Peer reviewers will sometimes accept a paper even when they disagree with its conclusions, if the paper is well researched, reasoned, and written. That a paper is rejected by peer reviewers does not necessarily mean its thesis is incorrect. Likewise, that a paper is accepted by peer reviewers it doesn’t necessarily mean its thesis is correct. This can be demonstrated by studying the phenomena of paradigm shifts that occasionally occur as once accepted academic dogmas are overthrown by new ideas.
Professor Jenkins, along with many other critics of the historicity of the Book of Mormon, claim that the absence of Book of Mormon related publications in the leading academic journals on Mesoamerican history and archaeology demonstrates that the Book of Mormon should not be taken seriously because the editors of those journals do not take it seriously. This argument is fallacious. First of all, it is a form of the fallacy of the argument from authority. More importantly, however, the truth is that most Mesoamericanists are not qualified to pass a scholarly judgement on the Book of Mormon.
I readily agree with Jenkins that non-Mormon Mesoamericanists do not accept the historicity of the Book of Mormon. However, this fact needs to be unpacked to correctly understand its implications. I maintain that he vast majority of Mesoamericanists have never read the Book of Mormon. (I’ve talked to several colleagues who say they know of three non-Mormon Mesoamericanists who have read the Book of Mormon.) Furthermore, the vast majority that have read it have not read it with any degree of open-minded scholarly seriousness. Finally, even those few who have read it seriously are generally unfamiliar with the scholarly literature in the field. The reality is that until secular Mesoamericanists are willing to seriously study (not just superficially read) the Book of Mormon, and respectfully engage LDS scholarship on the Book of Mormon, their opinions are uninformed. It is a prejudice rather than a critical judgment. I don’t think its too much to ask for them to not make dogmatic uninformed assertions about the historicity of the Book of Mormon if they haven’t even read the book or engaged LDS scholarship on the matter.
Which brings us to peer review. The peer review of manuscripts in ancient Book of Mormon studies cannot be undertaken by scholars who: 1- have not read the Book of Mormon at all, 2- are not familiar with the scholarly literature on the topic, and 3- do not have a publication track record in the field. These are the standard minimal academic requirements when selecting a scholar to do a peer review. No one would ever dream of asking a scholar who doesn’t know Italian and has never read Dante and to peer review an article on Dante’s Divine Comedy. Imagine if someone claimed that only people who have never read Dante should be the gatekeepers of what is authentic Dante scholarship. The academy would view such a position as utterly preposterous. Yet this is exactly what Jenkins (and his supporters) are asking us to do in ancient Book of Mormon studies. The vast majority of Mesoamericanists are not qualified to peer review papers field of ancient Book of Mormon studies. (This is not in any way meant to deny their manifest qualifications to do Mesoamerican studies.)

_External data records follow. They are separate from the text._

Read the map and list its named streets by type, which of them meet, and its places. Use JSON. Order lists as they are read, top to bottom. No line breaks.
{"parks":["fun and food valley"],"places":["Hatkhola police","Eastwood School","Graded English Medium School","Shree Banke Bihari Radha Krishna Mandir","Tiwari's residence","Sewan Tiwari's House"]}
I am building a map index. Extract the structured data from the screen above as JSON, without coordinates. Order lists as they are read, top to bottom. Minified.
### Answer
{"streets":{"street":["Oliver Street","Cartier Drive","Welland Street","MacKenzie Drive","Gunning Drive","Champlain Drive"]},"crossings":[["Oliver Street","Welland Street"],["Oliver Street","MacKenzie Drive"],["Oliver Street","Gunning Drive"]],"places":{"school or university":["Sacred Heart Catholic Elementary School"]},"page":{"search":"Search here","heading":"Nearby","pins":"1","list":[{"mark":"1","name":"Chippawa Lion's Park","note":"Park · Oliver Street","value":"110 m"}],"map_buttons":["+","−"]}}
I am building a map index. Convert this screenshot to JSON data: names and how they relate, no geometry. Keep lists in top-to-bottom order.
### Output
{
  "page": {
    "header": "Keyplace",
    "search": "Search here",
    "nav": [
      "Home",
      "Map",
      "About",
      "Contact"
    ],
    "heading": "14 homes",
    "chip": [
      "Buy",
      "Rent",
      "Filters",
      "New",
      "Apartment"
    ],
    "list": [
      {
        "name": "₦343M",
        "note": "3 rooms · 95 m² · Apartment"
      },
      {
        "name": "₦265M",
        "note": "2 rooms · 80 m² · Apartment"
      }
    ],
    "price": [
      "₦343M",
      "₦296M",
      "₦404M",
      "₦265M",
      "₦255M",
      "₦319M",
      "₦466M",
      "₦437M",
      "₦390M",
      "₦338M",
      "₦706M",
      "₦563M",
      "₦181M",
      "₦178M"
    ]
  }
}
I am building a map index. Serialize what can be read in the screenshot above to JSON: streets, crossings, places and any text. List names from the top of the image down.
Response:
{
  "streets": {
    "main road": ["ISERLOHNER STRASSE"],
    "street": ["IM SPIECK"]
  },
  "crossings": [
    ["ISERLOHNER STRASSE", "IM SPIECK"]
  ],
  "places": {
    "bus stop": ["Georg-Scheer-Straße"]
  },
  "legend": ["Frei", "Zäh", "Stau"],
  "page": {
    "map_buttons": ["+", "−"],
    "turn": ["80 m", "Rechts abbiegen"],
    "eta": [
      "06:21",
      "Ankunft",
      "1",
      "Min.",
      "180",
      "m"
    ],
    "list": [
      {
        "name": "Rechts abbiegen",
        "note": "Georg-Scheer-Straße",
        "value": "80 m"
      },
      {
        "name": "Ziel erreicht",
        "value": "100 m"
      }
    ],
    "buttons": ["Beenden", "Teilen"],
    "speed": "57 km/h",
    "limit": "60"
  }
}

Paradoxically, the only journals in the field of ancient Book of Mormon studies which actually do authentic and rigorous peer review were published by classic FARMS: The Journal of Book of Mormon Studies, the Review of Books on the Book of Mormon. To them can now be added Interpreter. I know this because I have occasionally served as editor and peer reviewer for those publications. They use precisely the same process used by any other academic journal.
Rhetorically speaking, the “peer review” argument used by critics of the Book of Mormon is, in fact, designed to stifle discussion rather than expand and enhance it. When an LDS scholar makes an argument about Book of Mormon historicity, and the non-Mormon critic responds “that wasn’t published in a non-Mormon peer reviewed journal” that claim is intended to end the debate. The critic thereafter believes he does not have to actually examine the evidence and analysis on the issue. For that critic this claim ends the debate by fiat, and in his mind he has won. In reality it is merely a rhetorical ploy.